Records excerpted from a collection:
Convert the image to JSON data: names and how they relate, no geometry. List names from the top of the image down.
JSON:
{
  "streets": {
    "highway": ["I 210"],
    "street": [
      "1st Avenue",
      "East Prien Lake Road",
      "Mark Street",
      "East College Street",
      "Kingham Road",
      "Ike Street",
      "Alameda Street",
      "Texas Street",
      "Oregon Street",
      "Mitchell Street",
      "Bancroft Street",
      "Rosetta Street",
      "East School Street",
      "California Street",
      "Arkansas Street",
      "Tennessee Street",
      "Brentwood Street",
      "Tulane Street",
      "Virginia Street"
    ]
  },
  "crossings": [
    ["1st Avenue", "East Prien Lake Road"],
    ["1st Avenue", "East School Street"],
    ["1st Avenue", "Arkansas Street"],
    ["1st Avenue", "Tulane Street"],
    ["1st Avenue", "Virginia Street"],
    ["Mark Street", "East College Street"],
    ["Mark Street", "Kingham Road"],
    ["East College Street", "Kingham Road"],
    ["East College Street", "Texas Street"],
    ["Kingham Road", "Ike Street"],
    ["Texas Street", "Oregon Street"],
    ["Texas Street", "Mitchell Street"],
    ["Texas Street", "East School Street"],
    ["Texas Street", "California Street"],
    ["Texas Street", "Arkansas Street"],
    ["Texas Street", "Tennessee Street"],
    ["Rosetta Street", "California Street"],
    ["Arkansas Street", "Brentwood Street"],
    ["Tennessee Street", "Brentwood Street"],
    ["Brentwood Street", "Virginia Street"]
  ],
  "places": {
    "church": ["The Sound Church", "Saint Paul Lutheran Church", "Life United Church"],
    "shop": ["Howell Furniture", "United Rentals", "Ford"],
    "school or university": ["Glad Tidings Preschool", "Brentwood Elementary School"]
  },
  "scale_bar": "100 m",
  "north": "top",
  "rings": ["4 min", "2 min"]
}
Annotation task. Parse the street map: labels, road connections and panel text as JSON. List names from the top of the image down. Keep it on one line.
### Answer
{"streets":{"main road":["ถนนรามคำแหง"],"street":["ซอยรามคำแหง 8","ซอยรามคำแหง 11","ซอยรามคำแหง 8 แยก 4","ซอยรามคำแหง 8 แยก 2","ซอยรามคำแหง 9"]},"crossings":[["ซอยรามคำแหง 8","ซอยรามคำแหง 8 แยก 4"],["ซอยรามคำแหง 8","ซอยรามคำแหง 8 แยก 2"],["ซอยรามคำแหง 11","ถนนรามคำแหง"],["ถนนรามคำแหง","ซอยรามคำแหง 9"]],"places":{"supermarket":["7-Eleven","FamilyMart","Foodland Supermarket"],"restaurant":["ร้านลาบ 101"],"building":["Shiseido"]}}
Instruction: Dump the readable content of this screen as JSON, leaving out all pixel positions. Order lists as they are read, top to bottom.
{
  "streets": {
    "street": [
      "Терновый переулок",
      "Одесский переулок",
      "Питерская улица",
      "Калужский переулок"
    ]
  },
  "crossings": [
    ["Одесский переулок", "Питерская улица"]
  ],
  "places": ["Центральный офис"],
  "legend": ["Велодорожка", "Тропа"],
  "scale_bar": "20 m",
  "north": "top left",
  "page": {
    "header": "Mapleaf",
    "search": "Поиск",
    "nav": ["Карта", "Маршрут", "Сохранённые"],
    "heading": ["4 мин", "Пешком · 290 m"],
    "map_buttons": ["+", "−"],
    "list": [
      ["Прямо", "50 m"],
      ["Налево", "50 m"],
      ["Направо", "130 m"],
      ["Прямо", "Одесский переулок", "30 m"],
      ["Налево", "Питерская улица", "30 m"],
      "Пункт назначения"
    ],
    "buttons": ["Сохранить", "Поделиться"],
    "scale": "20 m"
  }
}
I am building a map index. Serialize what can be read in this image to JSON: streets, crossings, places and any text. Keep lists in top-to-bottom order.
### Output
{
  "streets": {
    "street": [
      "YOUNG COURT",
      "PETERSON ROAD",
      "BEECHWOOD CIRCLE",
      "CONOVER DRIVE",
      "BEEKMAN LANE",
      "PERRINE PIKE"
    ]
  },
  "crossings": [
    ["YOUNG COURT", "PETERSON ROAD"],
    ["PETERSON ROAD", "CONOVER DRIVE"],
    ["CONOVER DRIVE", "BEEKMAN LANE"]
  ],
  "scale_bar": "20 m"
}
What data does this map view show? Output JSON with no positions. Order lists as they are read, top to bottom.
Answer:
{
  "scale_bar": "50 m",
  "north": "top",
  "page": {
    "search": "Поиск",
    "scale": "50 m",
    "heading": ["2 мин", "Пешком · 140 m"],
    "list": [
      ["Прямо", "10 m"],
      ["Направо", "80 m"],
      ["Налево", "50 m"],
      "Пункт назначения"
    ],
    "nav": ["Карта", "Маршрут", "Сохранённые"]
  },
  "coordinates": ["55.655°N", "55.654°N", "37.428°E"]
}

» **What to do**: Retype all the data. Nothing may be left out or altered.

» **Answer space**:
Convert the image to JSON data: names and how they relate, no geometry. List names from the top of the image down.
JSON:
{
  "streets": {
    "highway": ["I 210"],
    "street": [
      "1st Avenue",
      "East Prien Lake Road",
      "Mark Street",
      "East College Street",
      "Kingham Road",
      "Ike Street",
      "Alameda Street",
      "Texas Street",
      "Oregon Street",
      "Mitchell Street",
      "Bancroft Street",
      "Rosetta Street",
      "East School Street",
      "California Street",
      "Arkansas Street",
      "Tennessee Street",
      "Brentwood Street",
      "Tulane Street",
      "Virginia Street"
    ]
  },
  "crossings": [
    ["1st Avenue", "East Prien Lake Road"],
    ["1st Avenue", "East School Street"],
    ["1st Avenue", "Arkansas Street"],
    ["1st Avenue", "Tulane Street"],
    ["1st Avenue", "Virginia Street"],
    ["Mark Street", "East College Street"],
    ["Mark Street", "Kingham Road"],
    ["East College Street", "Kingham Road"],
    ["East College Street", "Texas Street"],
    ["Kingham Road", "Ike Street"],
    ["Texas Street", "Oregon Street"],
    ["Texas Street", "Mitchell Street"],
    ["Texas Street", "East School Street"],
    ["Texas Street", "California Street"],
    ["Texas Street", "Arkansas Street"],
    ["Texas Street", "Tennessee Street"],
    ["Rosetta Street", "California Street"],
    ["Arkansas Street", "Brentwood Street"],
    ["Tennessee Street", "Brentwood Street"],
    ["Brentwood Street", "Virginia Street"]
  ],
  "places": {
    "church": ["The Sound Church", "Saint Paul Lutheran Church", "Life United Church"],
    "shop": ["Howell Furniture", "United Rentals", "Ford"],
    "school or university": ["Glad Tidings Preschool", "Brentwood Elementary School"]
  },
  "scale_bar": "100 m",
  "north": "top",
  "rings": ["4 min", "2 min"]
}
Annotation task. Parse the street map: labels, road connections and panel text as JSON. List names from the top of the image down. Keep it on one line.
### Answer
{"streets":{"main road":["ถนนรามคำแหง"],"street":["ซอยรามคำแหง 8","ซอยรามคำแหง 11","ซอยรามคำแหง 8 แยก 4","ซอยรามคำแหง 8 แยก 2","ซอยรามคำแหง 9"]},"crossings":[["ซอยรามคำแหง 8","ซอยรามคำแหง 8 แยก 4"],["ซอยรามคำแหง 8","ซอยรามคำแหง 8 แยก 2"],["ซอยรามคำแหง 11","ถนนรามคำแหง"],["ถนนรามคำแหง","ซอยรามคำแหง 9"]],"places":{"supermarket":["7-Eleven","FamilyMart","Foodland Supermarket"],"restaurant":["ร้านลาบ 101"],"building":["Shiseido"]}}
Instruction: Dump the readable content of this screen as JSON, leaving out all pixel positions. Order lists as they are read, top to bottom.
{
  "streets": {
    "street": [
      "Терновый переулок",
      "Одесский переулок",
      "Питерская улица",
      "Калужский переулок"
    ]
  },
  "crossings": [
    ["Одесский переулок", "Питерская улица"]
  ],
  "places": ["Центральный офис"],
  "legend": ["Велодорожка", "Тропа"],
  "scale_bar": "20 m",
  "north": "top left",
  "page": {
    "header": "Mapleaf",
    "search": "Поиск",
    "nav": ["Карта", "Маршрут", "Сохранённые"],
    "heading": ["4 мин", "Пешком · 290 m"],
    "map_buttons": ["+", "−"],
    "list": [
      ["Прямо", "50 m"],
      ["Налево", "50 m"],
      ["Направо", "130 m"],
      ["Прямо", "Одесский переулок", "30 m"],
      ["Налево", "Питерская улица", "30 m"],
      "Пункт назначения"
    ],
    "buttons": ["Сохранить", "Поделиться"],
    "scale": "20 m"
  }
}
I am building a map index. Serialize what can be read in this image to JSON: streets, crossings, places and any text. Keep lists in top-to-bottom order.
### Output
{
  "streets": {
    "street": [
      "YOUNG COURT",
      "PETERSON ROAD",
      "BEECHWOOD CIRCLE",
      "CONOVER DRIVE",
      "BEEKMAN LANE",
      "PERRINE PIKE"
    ]
  },
  "crossings": [
    ["YOUNG COURT", "PETERSON ROAD"],
    ["PETERSON ROAD", "CONOVER DRIVE"],
    ["CONOVER DRIVE", "BEEKMAN LANE"]
  ],
  "scale_bar": "20 m"
}
What data does this map view show? Output JSON with no positions. Order lists as they are read, top to bottom.
Answer:
{
  "scale_bar": "50 m",
  "north": "top",
  "page": {
    "search": "Поиск",
    "scale": "50 m",
    "heading": ["2 мин", "Пешком · 140 m"],
    "list": [
      ["Прямо", "10 m"],
      ["Направо", "80 m"],
      ["Налево", "50 m"],
      "Пункт назначения"
    ],
    "nav": ["Карта", "Маршрут", "Сохранённые"]
  },
  "coordinates": ["55.655°N", "55.654°N", "37.428°E"]
}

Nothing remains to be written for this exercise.